Témoignage : «Nous ne demandons que ce qui nous appartient»

Tomás Galeano est mort en juillet 2009. Il l'était l'une des rares personnes à se souvenir de la vie qu'avaient les Yakyes Axas lorsqu'ils vivaient encore sur leurs terres traditionnelles. Il a dirigé les Yakyes Axas dans leur tentative de récupération de leurs terres en 1996, et a également joué un rôle important au sein de la communauté pendant ces années de difficultés et de lutte pour la justice. Il est mort avant de voir ses espoirs se réaliser. Il est enterré près de la route.
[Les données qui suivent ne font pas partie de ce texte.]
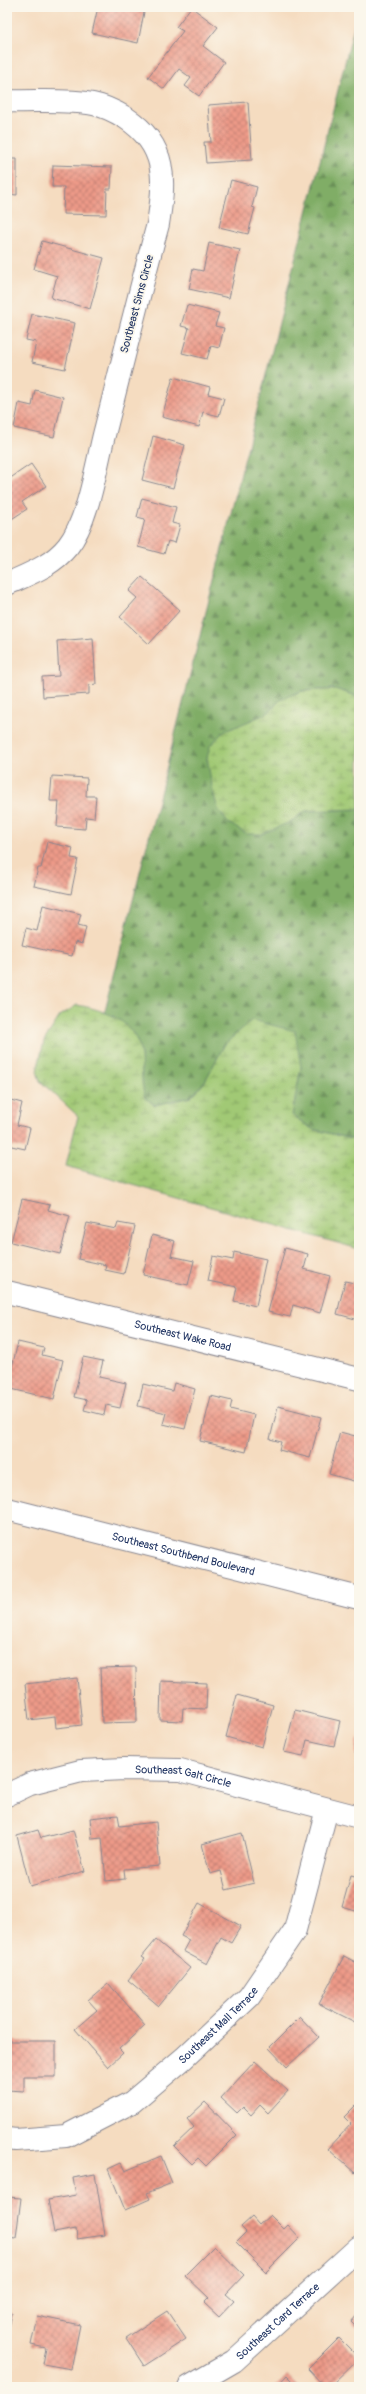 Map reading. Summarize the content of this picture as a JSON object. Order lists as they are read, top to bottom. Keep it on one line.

Les Yakyes Axas n'ont pas été autorisés à l'enterrer avec ses ancêtres, sur leurs terres traditionnelles.

Balbina Torales
est tombée malade alors qu'elle était enceinte de sept mois. Elle avait passé un examen anténatal à l'hôpital le plus proche, à Concepción, mais n'avait pas les moyens d'y retourner pour obtenir les résultats des tests. Son enfant était mort-né. Peu de temps après l'accouchement, une équipe sanitaire est arrivée dans le cadre de sa tournée mensuelle et a promis d'envoyer une ambulance. Celle-ci est arrivée deux jours plus tard. Après plusieurs journées sous perfusion à l'hôpital, Balbina Torales s'est finalement remise. Elle a eu cinq enfants au total et seuls deux d'entre eux ont survécu.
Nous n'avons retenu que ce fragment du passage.